David Mearns, owner of Blue Water Recoveries in West Sussex and one of the world’s most experienced deep-sea shipwreck salvagers, described the efforts that would be undertaken to recover the plane that disappeared with 239 people on board on 8 March.
He said that the seabed some 1,800km (1,100 miles) from Perth, Western Australia, may not be “precisely mapped out” which could rule out many systems for recovering any parts of the Boeing 777 that may have sunk. He said the operation would be divided into two phases: recovery and salvage.
“Only a small number of systems have the technology to search that far,” he said. “A handful of companies will have the equipment and necessary expertise within their teams to do this.”

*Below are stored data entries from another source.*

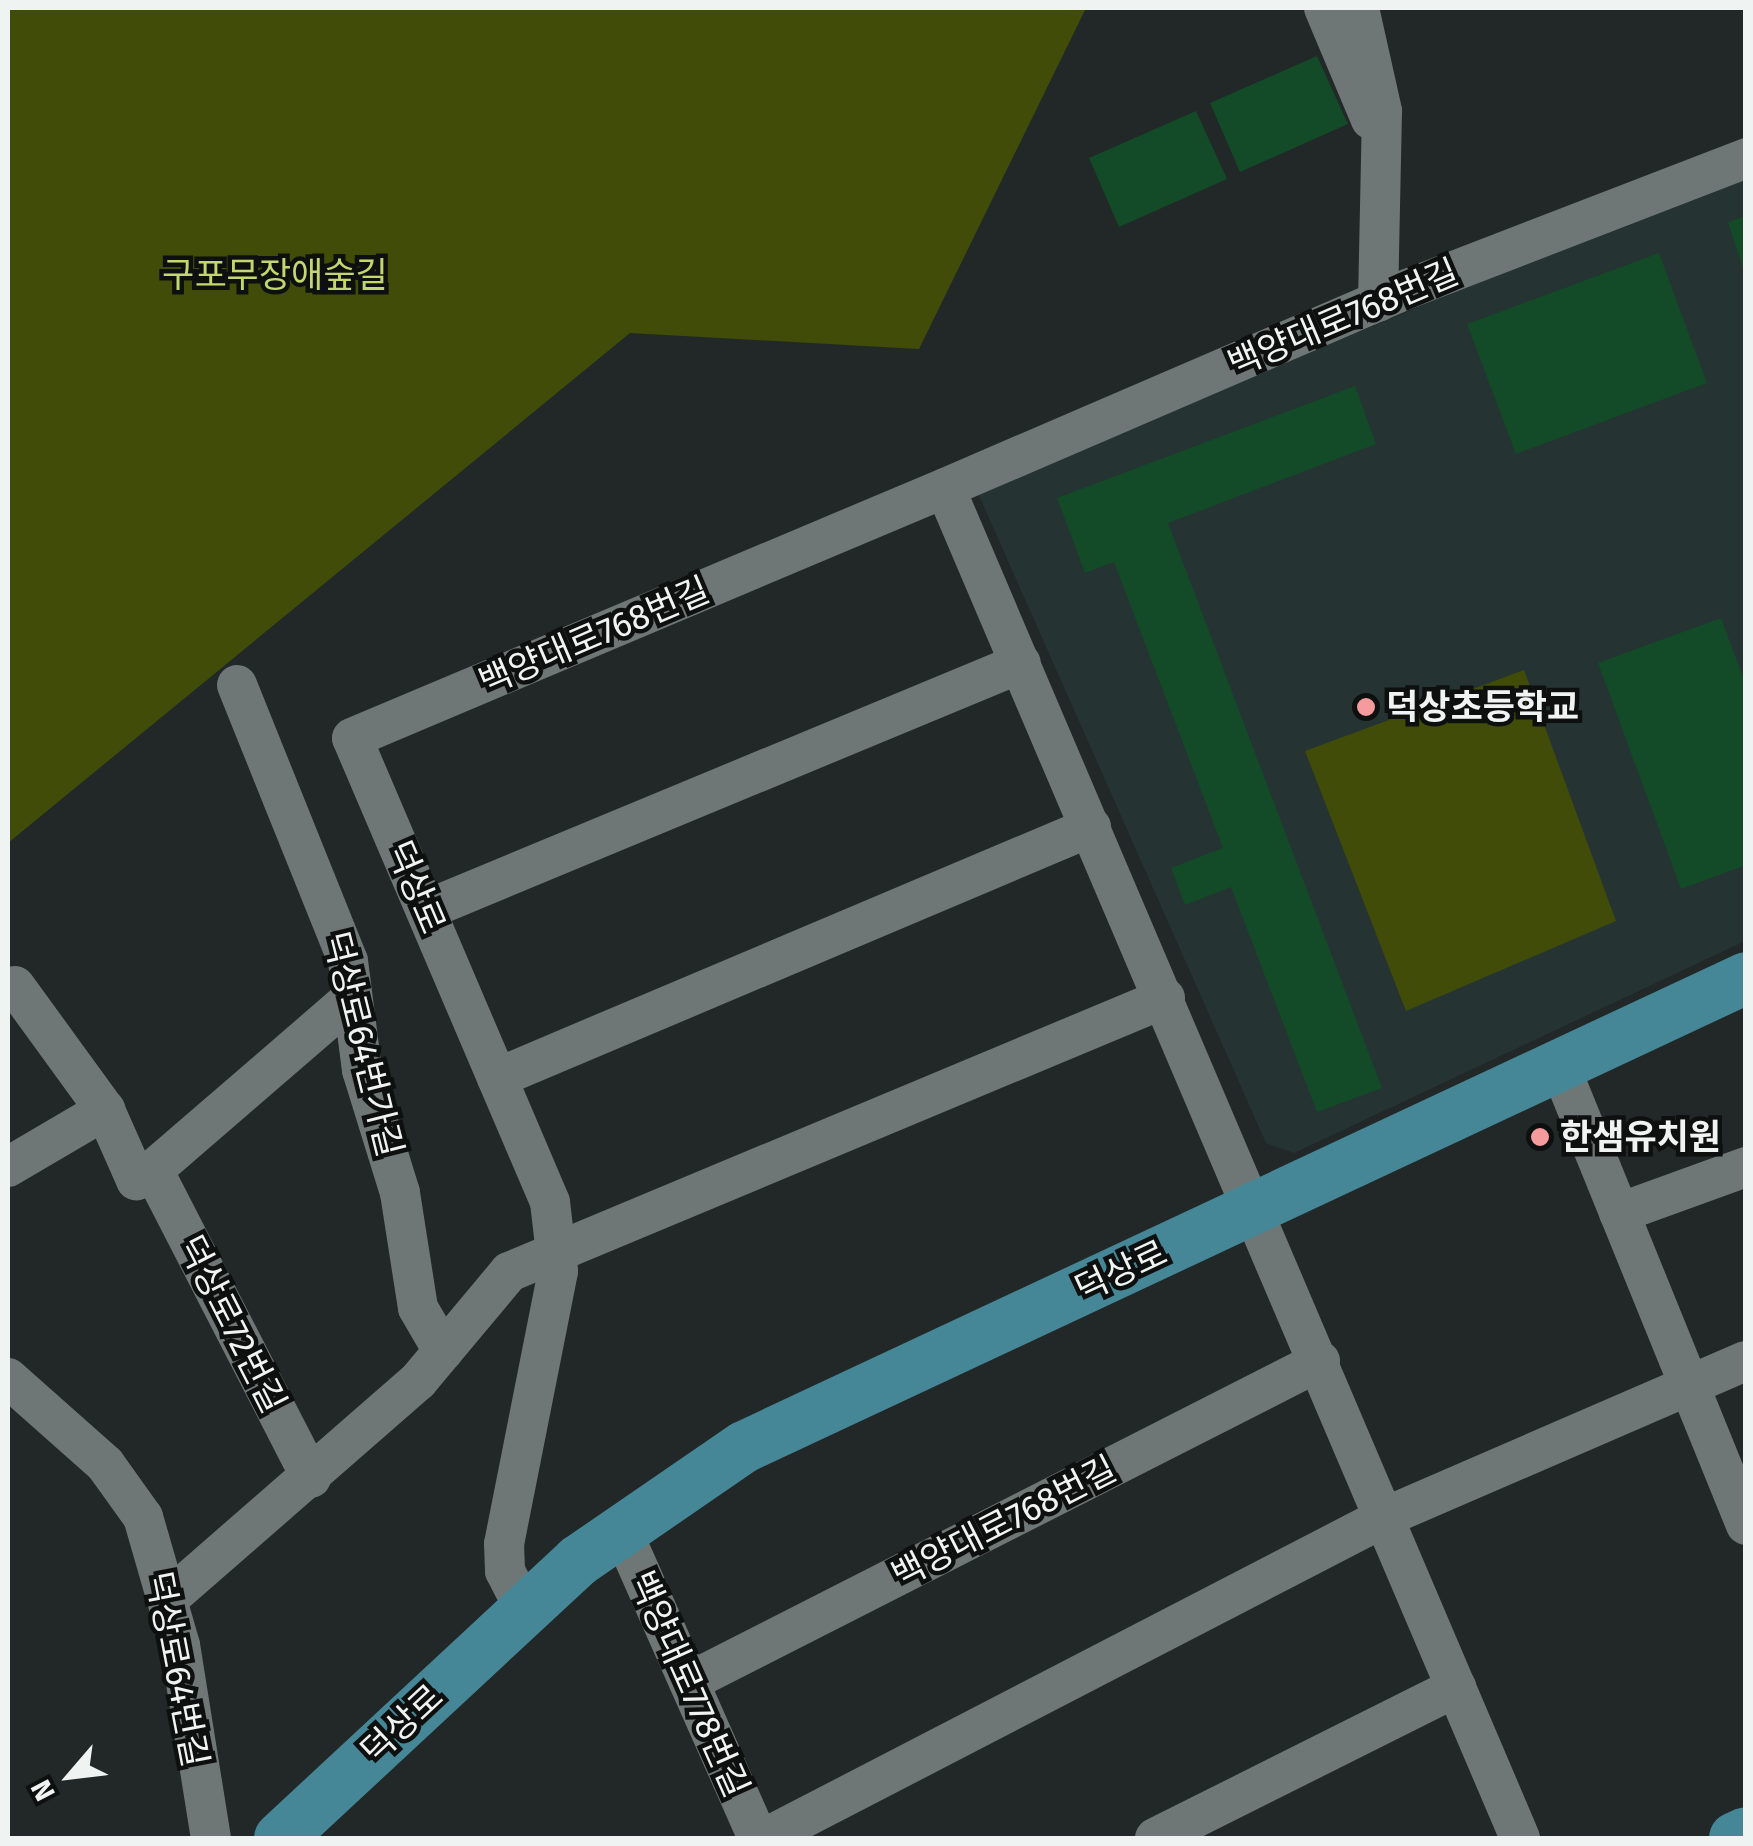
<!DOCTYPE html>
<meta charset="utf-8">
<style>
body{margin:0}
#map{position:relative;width:1753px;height:1846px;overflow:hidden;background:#212827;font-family:"Fira Sans","Noto Sans KR",sans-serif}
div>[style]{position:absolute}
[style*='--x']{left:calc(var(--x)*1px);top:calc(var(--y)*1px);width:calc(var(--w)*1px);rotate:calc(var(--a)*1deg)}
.built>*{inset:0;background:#253432}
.green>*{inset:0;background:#414c09}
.building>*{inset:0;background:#134a28}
.minor>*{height:40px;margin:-20px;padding:0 20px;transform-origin:20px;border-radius:20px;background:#6e7776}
.major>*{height:52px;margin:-26px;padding:0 26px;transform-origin:26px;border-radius:26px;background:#458797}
.dots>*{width:28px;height:28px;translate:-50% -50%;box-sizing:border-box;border:5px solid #0d100f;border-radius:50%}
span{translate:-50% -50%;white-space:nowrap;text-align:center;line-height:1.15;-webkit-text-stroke:9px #0d100f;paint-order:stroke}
.park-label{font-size:35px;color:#c2d76e}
.street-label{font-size:35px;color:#eff4f3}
.poi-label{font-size:35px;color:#eff4f3;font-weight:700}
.left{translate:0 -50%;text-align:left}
.frame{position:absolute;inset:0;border:10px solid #eff4f3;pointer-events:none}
.north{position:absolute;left:20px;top:1726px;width:100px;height:100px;-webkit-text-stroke:8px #0d100f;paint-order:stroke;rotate:242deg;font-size:28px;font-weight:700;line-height:40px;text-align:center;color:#eff4f3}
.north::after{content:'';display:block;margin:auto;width:35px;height:45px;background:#eff4f3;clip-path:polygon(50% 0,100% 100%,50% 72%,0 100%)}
</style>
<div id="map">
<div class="built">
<div style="clip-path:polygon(1745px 171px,1745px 941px,1294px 1153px,1266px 1143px,977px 491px)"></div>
</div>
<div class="green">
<div style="clip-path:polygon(8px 8px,1086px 8px,919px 349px,630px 333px,8px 843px)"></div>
<div style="clip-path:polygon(1524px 670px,1616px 921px,1406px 1011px,1305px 751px)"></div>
</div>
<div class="building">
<div style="clip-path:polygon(1317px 56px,1348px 124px,1240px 172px,1210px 103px)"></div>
<div style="clip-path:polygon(1196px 111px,1227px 179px,1119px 227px,1089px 158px)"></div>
<div style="clip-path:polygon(1746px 216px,1746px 274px,1745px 274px,1728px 222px)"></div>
<div style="clip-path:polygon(1659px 253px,1707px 383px,1516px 454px,1467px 324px)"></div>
<div style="clip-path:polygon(1355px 386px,1376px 444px,1168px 523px,1382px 1088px,1317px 1112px,1231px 887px,1185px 905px,1171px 868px,1223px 848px,1114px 562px,1085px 573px,1057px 498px)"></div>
<div style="clip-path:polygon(1721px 618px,1746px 685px,1746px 865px,1681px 889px,1598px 663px)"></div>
</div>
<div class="minor">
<div style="--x:1324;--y:8;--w:121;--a:67.2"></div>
<div style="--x:1359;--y:8;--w:106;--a:77.4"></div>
<div style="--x:1382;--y:111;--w:191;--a:91.2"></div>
<div style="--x:237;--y:685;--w:297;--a:68.1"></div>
<div style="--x:348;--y:961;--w:110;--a:82.7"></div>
<div style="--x:362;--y:1070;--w:129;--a:72.8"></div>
<div style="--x:400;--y:1193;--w:116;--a:81.1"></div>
<div style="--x:418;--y:1308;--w:50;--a:59.8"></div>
<div style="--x:426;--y:910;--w:644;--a:-22.54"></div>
<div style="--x:15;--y:986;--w:153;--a:54"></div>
<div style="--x:105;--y:1110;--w:77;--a:66.1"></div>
<div style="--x:136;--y:1180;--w:20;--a:-30"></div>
<div style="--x:153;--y:1170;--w:346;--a:62.8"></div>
<div style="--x:1560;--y:1067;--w:494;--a:67.9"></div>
<div style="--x:497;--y:1078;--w:645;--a:-22.91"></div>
<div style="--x:8;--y:1167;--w:113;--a:-30.4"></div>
<div style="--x:153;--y:1170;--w:259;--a:-40.8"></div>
<div style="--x:1619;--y:1213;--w:135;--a:-19.9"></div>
<div style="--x:8;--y:1378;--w:130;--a:41.6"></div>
<div style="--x:105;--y:1464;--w:65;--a:54.4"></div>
<div style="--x:143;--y:1517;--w:133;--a:73.9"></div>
<div style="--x:180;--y:1645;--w:195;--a:80.9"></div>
<div style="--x:621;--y:1529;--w:338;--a:66.1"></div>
<div style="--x:168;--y:1599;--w:332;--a:-41.1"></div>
<div style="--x:418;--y:1381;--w:142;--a:-50.1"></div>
<div style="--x:509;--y:1272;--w:711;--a:-22.67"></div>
<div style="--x:525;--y:1610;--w:44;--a:-117.1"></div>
<div style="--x:505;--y:1571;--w:27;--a:-92"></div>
<div style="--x:504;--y:1544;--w:278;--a:-78.8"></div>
<div style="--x:558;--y:1271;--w:69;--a:-96.6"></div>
<div style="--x:550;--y:1202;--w:504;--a:-113.11"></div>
<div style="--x:352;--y:738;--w:644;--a:-22.86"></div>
<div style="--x:689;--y:1682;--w:708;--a:-26.96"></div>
<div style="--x:765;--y:1838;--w:698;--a:-27.37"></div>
<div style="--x:1385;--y:1517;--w:393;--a:-23.4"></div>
<div style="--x:1155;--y:1838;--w:337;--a:-26.6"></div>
<div style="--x:1520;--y:1838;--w:1467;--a:-113.07"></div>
<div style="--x:945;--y:488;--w:492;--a:-23.3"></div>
<div style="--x:1397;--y:293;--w:374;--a:-21.1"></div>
</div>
<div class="major">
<div style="--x:280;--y:1838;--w:407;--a:-42.9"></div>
<div style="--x:578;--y:1561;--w:201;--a:-34.5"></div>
<div style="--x:744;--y:1447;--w:1106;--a:-25.08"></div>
<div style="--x:1735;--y:1838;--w:12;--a:-24"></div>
</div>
<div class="dots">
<div style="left:1366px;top:707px;background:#f59b9e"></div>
<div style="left:1540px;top:1137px;background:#f59b9e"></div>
</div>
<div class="park-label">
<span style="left:275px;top:275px">구포무장애숲길</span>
</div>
<div class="street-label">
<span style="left:1343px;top:318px;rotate:-23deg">백양대로768번길</span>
<span style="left:594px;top:636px;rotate:-23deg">백양대로768번길</span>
<span style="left:416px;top:887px;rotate:67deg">덕상로</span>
<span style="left:363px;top:1044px;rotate:76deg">덕상로64번가길</span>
<span style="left:1121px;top:1271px;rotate:-25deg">덕상로</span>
<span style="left:232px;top:1324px;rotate:63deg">덕상로72번길</span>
<span style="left:1004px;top:1522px;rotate:-27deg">백양대로768번길</span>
<span style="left:177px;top:1669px;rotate:79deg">덕상로64번길</span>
<span style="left:689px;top:1684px;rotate:66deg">백양대로778번길</span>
<span style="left:402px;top:1724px;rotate:-43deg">덕상로</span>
</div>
<div class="poi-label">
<span class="left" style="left:1386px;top:707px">덕상초등학교</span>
<span class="left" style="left:1560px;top:1137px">한샘유치원</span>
</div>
<div class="frame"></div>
<div class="north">N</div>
</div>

The wreckage may be contained in what Mr Mearns described as a “search box” covering hundreds of nautical miles. “It’s going to be the biggest search box ever, many times bigger than any other tragedy. This will take months, maybe years,” he said. “They’ll need to cover the entire area of where the wreckage ranges from, including the seabed. There is a part of fortune to it, in terms of finding a piece of wreckage which could reduce the time, but it all comes down to luck and the equipment.”
In what Mr Mearns predicted would become the most expensive search ever, specialist teams would only recover what was required to answer why MH370 vanished from radar screens.
He warned that once parts of the plane were returned to Perth – where it now looks likely the investigation will be based – it would take “a year or two” for causes of the crash to be confirmed. He added: “I can’t see it being solved easily.”
The bizarre tale of Malaysia Airlines Flight 370 comes at a time when flying is safer than ever.
Aviation safety advocates say there are lessons to be learned, starting with the need for tamper-proof equipment that would stream data in real time to satellites and reveal a plane’s position. Mary Schiavo, former inspector general of the US Department of Transportation, which includes the Federal Aviation Administration, would like to see the full “black box” data — a massive amount of information about a plane’s performance – — streamed to ground locations during flight. Only days remain to find MH370’s black box before it stops functioning. “It would have been immensely helpful here,” she said.
Each box is designed to withstand fire and high pressure. Search teams are hoping the detection equipment will be able to pick up acoustic pings emitted every second from the plane’s black box flight data recorder and cockpit voice recorder.